Items from a data source
★ ★ ★ ★ ★
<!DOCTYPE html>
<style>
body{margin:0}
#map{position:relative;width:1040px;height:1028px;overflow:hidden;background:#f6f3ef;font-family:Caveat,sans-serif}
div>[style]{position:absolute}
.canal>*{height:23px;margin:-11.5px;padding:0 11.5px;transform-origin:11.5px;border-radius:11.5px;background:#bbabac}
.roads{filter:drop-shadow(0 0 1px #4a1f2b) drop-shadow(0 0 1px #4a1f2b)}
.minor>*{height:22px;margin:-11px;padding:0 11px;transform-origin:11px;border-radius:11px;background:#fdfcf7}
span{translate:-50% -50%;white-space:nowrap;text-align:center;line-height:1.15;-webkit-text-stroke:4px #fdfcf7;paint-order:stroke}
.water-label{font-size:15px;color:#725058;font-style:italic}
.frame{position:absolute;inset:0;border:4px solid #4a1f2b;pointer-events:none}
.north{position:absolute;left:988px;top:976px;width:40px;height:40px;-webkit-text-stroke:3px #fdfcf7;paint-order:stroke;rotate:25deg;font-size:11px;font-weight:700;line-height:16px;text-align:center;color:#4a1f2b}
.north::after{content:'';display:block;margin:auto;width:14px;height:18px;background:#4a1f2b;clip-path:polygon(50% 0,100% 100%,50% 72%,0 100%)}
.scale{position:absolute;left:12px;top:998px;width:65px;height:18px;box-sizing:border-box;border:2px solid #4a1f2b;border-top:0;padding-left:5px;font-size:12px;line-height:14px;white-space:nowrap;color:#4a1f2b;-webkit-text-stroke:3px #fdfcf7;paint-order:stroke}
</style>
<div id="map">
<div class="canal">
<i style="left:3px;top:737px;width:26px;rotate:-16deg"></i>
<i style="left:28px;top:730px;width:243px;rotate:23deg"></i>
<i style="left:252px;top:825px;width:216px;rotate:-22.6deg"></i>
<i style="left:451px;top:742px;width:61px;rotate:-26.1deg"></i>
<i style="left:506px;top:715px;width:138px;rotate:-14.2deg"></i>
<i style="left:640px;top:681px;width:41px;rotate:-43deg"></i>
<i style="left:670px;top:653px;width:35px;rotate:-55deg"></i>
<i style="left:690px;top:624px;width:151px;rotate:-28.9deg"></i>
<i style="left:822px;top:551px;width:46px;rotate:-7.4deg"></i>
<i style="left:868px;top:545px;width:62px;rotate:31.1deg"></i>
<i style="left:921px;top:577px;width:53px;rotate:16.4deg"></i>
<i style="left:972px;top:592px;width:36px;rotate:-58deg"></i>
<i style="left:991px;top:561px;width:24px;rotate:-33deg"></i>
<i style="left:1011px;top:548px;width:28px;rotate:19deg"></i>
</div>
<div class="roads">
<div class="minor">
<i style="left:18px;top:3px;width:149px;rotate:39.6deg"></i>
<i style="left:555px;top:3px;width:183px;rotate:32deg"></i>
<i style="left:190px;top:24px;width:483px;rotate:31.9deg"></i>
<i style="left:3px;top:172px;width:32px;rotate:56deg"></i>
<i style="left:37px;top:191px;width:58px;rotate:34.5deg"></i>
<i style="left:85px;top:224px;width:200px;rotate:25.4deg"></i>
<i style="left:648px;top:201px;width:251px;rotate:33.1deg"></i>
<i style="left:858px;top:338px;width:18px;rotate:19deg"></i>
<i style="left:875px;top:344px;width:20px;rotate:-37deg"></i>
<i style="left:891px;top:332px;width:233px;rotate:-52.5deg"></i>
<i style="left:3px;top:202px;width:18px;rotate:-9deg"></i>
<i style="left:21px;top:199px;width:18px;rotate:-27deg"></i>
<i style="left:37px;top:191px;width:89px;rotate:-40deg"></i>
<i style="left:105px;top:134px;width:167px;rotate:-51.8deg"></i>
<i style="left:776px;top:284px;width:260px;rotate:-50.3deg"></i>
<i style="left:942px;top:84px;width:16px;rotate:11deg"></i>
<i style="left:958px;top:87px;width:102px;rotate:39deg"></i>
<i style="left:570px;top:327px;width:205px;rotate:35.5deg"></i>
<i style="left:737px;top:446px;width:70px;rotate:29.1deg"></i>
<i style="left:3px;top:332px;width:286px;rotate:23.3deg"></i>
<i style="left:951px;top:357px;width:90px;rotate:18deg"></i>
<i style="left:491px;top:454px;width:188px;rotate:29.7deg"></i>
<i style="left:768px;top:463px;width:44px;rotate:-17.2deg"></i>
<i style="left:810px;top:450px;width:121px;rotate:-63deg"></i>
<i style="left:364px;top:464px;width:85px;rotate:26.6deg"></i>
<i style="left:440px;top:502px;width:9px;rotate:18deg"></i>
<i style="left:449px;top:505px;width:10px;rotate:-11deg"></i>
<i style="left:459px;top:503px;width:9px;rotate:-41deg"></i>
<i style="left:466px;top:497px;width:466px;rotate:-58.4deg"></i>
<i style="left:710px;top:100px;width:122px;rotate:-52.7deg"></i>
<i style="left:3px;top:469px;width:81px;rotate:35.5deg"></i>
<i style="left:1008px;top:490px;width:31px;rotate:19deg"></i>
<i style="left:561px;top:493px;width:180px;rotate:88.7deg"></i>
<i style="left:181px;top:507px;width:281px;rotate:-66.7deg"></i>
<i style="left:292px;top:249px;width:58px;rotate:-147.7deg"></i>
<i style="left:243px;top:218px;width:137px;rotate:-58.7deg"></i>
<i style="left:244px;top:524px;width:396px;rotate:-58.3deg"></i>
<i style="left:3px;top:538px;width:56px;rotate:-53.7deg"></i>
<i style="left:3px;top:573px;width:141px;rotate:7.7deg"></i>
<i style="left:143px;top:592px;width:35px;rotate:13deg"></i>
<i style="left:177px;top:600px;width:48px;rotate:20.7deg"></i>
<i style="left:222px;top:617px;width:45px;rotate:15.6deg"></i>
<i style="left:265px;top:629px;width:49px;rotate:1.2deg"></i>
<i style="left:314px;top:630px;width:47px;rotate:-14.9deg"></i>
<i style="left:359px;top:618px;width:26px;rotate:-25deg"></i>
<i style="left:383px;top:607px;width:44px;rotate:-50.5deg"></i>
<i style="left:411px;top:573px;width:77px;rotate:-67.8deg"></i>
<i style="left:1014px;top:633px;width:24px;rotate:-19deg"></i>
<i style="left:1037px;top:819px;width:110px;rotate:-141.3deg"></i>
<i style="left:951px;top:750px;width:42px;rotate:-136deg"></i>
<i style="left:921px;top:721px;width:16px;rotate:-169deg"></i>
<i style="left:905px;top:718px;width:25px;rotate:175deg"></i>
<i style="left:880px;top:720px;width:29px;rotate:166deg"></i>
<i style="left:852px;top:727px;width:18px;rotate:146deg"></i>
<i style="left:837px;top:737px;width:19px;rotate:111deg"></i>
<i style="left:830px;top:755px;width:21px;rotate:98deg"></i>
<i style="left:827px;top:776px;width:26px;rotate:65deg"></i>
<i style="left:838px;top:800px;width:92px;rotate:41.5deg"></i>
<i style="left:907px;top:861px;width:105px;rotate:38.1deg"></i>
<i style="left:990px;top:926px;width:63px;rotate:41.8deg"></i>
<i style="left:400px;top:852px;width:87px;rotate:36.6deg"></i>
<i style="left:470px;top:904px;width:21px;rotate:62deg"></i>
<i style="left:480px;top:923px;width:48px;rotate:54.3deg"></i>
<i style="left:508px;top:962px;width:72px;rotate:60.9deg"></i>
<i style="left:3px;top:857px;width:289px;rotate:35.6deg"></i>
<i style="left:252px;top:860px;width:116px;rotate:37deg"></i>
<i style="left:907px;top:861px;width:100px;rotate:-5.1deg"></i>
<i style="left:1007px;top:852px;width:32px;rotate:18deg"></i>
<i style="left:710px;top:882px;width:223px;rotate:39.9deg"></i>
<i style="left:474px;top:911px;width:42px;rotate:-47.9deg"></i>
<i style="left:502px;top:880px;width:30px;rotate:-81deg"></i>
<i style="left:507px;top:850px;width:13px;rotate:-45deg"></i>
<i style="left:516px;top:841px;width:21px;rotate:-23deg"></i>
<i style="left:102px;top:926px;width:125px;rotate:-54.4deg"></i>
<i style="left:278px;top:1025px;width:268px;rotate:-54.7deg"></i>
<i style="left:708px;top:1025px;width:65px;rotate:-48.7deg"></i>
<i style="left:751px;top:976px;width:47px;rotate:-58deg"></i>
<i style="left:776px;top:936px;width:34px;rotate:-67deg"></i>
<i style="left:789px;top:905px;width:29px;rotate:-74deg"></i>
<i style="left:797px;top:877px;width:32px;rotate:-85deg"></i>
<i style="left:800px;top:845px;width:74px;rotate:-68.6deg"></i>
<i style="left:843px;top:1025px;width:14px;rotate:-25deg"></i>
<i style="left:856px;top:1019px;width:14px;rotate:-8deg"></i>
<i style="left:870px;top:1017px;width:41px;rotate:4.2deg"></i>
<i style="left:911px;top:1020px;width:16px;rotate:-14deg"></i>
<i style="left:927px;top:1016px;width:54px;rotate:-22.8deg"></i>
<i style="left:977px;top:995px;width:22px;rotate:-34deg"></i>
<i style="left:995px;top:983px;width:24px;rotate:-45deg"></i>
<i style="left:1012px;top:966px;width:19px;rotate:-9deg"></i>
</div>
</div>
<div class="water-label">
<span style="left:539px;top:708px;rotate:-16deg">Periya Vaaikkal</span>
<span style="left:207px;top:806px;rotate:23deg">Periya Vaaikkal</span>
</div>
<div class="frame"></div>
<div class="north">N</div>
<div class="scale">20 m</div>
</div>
★ ★ ★ ★ ★
◆ **What the task asks**: Copying word for word, give each line of the data above from the first one through the line containing "1px #4a1f2b) drop-shadow(0", and nothing else.

◆ **Response to the exercise**:
<!DOCTYPE html>
<style>
body{margin:0}
#map{position:relative;width:1040px;height:1028px;overflow:hidden;background:#f6f3ef;font-family:Caveat,sans-serif}
div>[style]{position:absolute}
.canal>*{height:23px;margin:-11.5px;padding:0 11.5px;transform-origin:11.5px;border-radius:11.5px;background:#bbabac}
.roads{filter:drop-shadow(0 0 1px #4a1f2b) drop-shadow(0 0 1px #4a1f2b)}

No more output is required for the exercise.